Results: The OAR dose goals achieved in optimization were within or below the estimated range generated by the planning system in 100% of plans, with most doses at the lower end of the RapidPlan DVH estimation range. The final plan OAR doses were approximately 5% greater after plan re-normalization to improve target coverage.  63% of the treatment plans were able to achieve QUANTEC dose goals to the bladder and the rectum even with 1.0 cm margins. 90% of the plans were able to achieve QUANTEC dose goals to the penile bulb with 1.0 cm margins and 100% of the plans were able to meet all QUANTEC goals with 0.5 cm margins.

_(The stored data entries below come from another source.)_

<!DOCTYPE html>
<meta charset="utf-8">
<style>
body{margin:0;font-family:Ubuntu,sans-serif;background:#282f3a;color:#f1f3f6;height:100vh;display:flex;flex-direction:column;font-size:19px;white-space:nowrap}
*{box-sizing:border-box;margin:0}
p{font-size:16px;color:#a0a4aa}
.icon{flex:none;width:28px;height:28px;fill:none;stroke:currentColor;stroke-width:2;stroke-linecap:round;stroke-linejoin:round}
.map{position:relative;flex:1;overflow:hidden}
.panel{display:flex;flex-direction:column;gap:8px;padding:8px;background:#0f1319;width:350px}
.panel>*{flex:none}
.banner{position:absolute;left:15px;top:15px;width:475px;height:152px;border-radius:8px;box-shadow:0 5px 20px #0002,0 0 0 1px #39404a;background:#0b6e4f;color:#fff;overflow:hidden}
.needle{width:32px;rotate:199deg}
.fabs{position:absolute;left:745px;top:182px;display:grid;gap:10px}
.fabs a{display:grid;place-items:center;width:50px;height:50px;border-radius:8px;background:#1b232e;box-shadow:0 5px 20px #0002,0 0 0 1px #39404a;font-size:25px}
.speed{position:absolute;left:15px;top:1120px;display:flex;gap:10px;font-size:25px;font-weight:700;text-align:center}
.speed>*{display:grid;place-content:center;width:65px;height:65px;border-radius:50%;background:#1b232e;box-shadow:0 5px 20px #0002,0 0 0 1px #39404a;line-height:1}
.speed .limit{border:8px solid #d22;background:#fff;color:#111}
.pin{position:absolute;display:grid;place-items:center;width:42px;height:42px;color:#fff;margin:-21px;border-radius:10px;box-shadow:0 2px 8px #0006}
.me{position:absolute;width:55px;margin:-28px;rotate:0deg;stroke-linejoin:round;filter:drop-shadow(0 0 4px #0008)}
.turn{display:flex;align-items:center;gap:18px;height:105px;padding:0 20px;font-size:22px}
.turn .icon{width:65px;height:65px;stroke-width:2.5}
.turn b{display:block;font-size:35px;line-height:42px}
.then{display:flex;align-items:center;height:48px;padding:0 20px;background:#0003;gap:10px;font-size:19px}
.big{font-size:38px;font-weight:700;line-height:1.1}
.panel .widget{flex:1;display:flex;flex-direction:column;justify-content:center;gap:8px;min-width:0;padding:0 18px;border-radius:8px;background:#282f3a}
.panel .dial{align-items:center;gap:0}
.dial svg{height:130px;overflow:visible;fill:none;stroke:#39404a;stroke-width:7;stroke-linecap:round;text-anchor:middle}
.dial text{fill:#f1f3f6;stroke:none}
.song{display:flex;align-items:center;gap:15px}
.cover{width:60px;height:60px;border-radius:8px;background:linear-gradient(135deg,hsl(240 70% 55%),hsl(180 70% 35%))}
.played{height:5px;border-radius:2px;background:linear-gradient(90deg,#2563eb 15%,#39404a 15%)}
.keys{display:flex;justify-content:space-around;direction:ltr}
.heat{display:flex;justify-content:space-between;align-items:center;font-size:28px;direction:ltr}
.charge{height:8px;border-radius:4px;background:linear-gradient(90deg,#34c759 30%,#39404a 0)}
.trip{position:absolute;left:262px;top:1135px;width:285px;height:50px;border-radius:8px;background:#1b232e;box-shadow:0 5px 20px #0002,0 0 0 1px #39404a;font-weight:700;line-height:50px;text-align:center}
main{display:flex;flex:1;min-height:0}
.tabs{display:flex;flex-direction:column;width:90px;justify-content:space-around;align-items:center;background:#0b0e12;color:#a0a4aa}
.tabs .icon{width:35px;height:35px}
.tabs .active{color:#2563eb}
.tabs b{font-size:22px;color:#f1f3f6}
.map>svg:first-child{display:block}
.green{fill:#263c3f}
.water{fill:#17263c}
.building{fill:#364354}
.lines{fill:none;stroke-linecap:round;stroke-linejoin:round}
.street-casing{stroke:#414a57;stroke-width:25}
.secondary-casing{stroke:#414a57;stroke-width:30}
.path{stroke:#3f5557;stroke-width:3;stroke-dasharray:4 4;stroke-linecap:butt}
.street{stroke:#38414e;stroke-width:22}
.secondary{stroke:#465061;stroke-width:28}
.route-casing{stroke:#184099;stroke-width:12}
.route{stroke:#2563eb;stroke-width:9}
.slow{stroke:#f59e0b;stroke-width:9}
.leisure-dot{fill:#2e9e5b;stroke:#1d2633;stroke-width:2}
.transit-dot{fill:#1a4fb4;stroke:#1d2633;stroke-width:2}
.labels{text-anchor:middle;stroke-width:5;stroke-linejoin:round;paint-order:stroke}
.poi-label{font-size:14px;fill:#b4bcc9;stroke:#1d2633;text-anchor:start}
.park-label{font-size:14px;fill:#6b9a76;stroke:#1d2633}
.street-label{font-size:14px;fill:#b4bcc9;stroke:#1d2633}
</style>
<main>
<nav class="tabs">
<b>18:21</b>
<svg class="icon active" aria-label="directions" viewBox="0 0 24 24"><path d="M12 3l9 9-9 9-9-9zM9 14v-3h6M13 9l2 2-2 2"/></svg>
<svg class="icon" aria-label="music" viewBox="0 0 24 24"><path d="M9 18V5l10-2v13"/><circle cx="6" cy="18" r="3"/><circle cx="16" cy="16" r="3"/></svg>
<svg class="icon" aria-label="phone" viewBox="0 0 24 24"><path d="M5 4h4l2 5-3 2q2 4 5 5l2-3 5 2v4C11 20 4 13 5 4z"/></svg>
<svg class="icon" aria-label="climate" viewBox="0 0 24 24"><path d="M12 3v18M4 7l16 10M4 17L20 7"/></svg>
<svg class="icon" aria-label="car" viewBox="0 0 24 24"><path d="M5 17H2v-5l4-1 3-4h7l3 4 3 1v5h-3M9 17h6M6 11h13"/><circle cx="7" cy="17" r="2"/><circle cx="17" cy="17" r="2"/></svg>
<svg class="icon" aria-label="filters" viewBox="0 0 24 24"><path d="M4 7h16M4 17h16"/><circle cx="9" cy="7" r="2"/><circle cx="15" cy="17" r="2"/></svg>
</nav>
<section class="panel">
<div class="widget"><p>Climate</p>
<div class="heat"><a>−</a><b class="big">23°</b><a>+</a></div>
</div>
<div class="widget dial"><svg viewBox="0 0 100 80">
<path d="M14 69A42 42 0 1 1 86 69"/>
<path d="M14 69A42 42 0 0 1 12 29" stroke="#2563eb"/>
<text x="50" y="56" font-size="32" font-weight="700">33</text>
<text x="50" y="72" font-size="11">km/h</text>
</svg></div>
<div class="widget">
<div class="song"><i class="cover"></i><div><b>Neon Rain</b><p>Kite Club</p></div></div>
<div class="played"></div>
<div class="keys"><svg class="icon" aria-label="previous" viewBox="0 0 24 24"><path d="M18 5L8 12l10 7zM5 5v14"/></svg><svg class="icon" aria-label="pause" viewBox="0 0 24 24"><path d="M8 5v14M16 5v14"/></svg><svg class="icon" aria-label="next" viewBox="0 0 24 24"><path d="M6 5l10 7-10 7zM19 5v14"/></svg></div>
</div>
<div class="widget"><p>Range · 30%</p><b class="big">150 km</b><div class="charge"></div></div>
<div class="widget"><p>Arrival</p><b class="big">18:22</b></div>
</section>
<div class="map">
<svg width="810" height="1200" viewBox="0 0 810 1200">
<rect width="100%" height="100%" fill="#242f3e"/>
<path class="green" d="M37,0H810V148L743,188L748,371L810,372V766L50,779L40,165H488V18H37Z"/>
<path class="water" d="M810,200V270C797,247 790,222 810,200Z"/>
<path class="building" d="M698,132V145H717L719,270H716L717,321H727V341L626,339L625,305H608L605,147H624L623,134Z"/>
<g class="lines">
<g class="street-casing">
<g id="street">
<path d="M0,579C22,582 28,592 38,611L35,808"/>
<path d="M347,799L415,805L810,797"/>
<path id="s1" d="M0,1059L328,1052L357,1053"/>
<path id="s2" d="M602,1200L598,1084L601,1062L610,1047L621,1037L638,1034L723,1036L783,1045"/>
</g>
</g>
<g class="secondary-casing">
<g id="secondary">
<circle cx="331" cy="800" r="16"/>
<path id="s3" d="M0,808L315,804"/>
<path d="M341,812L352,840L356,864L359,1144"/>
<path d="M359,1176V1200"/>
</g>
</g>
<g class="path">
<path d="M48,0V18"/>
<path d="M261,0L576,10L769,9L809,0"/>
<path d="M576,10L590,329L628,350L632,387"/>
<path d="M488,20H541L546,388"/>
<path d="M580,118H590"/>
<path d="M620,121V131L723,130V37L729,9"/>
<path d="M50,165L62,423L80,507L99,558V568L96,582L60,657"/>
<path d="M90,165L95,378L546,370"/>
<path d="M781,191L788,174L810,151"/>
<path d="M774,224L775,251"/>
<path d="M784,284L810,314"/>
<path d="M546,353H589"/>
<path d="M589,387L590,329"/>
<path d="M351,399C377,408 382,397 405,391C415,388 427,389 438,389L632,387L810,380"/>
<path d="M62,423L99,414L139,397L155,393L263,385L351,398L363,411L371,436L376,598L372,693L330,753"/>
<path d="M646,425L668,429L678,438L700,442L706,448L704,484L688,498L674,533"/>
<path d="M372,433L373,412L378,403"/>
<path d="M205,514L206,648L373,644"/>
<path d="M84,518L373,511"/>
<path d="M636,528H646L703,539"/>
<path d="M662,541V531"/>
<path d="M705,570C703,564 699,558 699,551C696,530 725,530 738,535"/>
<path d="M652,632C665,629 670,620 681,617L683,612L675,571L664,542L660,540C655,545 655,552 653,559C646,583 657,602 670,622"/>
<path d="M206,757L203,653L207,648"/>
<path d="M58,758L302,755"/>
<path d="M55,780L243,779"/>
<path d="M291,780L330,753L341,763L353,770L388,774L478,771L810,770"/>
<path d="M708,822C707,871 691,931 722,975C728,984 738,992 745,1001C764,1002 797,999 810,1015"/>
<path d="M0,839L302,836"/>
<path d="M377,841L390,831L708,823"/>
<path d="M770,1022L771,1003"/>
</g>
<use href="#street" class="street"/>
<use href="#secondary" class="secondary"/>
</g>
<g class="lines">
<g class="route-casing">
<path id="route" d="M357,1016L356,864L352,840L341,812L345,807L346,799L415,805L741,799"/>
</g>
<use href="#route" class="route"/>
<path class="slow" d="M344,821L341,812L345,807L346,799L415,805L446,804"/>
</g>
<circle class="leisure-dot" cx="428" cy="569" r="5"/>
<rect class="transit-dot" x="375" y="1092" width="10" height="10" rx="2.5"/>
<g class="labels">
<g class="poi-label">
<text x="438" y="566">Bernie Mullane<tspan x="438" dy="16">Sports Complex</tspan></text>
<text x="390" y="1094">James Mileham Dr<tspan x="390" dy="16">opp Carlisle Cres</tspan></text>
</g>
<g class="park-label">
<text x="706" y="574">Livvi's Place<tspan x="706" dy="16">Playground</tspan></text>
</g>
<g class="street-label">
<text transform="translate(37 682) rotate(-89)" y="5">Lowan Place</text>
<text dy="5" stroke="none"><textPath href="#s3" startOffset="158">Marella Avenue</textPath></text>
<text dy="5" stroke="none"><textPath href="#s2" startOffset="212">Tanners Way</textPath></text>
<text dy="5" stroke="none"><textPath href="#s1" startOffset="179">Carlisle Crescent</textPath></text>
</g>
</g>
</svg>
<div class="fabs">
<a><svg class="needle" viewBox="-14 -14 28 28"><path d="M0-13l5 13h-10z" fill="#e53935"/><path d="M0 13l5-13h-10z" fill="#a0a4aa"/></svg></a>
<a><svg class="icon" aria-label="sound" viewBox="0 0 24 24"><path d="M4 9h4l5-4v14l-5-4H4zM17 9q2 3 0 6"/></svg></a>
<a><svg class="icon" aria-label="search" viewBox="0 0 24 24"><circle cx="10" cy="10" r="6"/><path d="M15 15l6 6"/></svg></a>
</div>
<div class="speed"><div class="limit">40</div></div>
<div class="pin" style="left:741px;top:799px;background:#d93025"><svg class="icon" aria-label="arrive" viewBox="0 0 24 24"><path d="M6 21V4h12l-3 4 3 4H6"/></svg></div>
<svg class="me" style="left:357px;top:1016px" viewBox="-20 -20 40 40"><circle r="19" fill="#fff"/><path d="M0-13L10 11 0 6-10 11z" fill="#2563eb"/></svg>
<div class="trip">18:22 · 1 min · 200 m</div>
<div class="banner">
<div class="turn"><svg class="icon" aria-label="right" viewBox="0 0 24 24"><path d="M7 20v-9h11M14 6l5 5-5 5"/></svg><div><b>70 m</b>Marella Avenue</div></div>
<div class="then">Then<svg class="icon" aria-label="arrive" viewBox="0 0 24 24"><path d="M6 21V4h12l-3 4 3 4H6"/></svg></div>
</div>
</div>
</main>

Conclusions: The knowledge-based planning system was able to accurately predict the achievable doses in treatment plans within 5%.  In this study, it was not necessary to reduce planning margins to less than 0.5 cm to achieve clinical OAR sparing. This estimation method may allow a quick and simple way to identify patients who will benefit from enhanced immobilization or localization techniques and target them appropriately.

Future work: In future, we will extend the present study to other treatment sites (lung, pelvis, head and neck).  We are also currently investigating the impact of daily organ deformation on these results.